Lines holding the word "bottom" are the ones to copy from the data below.

---- Information given

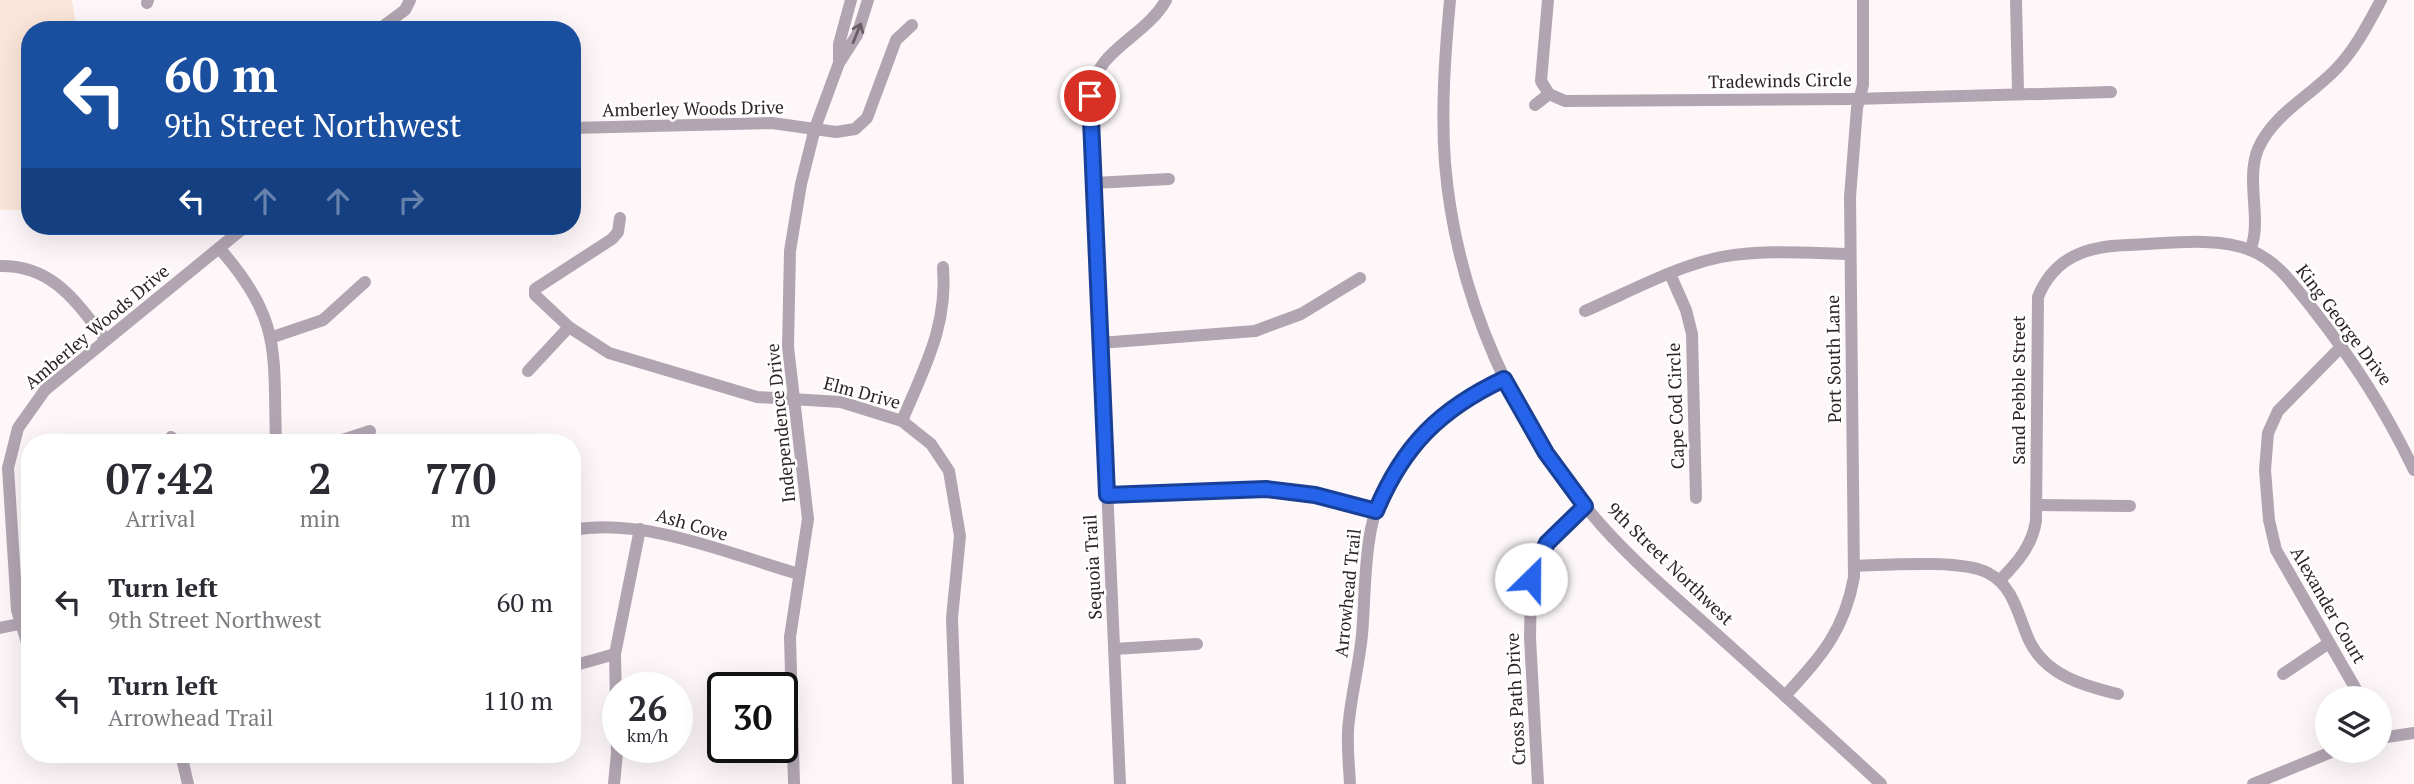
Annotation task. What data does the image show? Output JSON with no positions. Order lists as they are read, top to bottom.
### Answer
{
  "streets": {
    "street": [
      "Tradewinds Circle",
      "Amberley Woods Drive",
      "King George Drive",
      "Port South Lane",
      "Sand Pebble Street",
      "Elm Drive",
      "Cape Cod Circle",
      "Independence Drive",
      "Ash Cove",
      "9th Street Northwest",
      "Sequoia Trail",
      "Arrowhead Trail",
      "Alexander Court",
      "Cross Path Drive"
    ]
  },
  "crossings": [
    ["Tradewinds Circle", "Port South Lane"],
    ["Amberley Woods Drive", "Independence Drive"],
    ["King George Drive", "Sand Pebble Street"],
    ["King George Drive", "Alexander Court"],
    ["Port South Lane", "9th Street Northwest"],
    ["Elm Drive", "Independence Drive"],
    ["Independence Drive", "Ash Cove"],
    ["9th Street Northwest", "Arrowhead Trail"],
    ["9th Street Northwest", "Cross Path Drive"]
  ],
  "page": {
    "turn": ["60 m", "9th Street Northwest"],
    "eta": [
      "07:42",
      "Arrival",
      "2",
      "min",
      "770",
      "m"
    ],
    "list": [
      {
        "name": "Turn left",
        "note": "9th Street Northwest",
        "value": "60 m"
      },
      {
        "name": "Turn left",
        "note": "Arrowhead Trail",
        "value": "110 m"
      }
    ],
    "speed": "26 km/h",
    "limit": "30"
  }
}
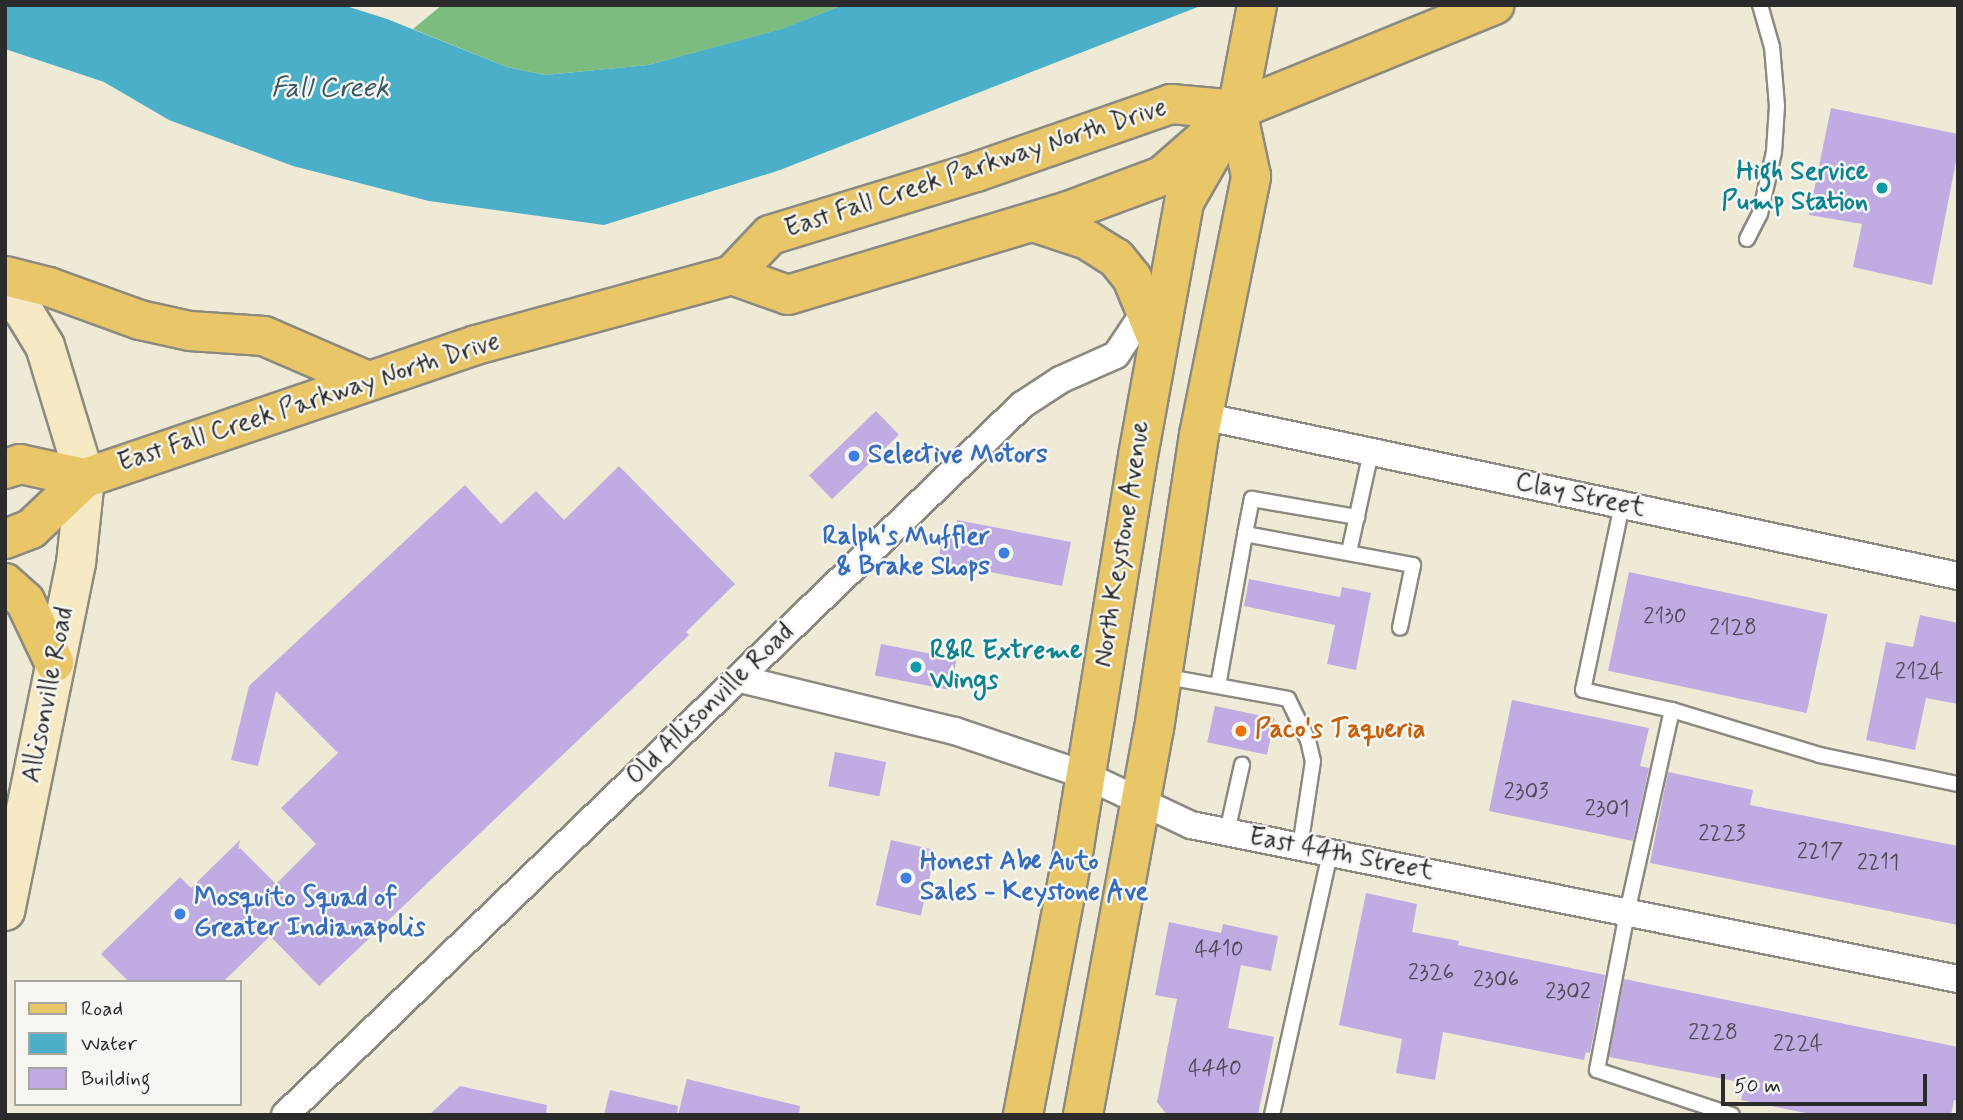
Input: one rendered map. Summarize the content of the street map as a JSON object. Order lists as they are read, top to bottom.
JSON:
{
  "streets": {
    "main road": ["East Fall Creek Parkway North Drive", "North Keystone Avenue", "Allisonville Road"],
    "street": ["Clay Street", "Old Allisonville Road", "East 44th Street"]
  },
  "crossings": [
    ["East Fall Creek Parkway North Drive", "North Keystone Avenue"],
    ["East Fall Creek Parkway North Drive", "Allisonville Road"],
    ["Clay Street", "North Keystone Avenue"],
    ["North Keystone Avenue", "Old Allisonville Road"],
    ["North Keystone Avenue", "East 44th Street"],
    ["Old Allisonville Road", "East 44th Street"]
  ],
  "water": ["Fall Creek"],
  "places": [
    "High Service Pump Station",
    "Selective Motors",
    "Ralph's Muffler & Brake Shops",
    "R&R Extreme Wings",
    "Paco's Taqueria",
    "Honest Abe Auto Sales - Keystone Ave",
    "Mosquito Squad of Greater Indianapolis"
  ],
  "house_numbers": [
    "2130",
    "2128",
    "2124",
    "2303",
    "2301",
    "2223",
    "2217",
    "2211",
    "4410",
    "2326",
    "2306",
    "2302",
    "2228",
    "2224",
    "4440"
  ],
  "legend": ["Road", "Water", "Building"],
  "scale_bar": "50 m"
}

--------

- Answer -
Annotation task. What data does the image show? Output JSON with no positions. Order lists as they are read, top to bottom.
Input: one rendered map. Summarize the content of the street map as a JSON object. Order lists as they are read, top to bottom.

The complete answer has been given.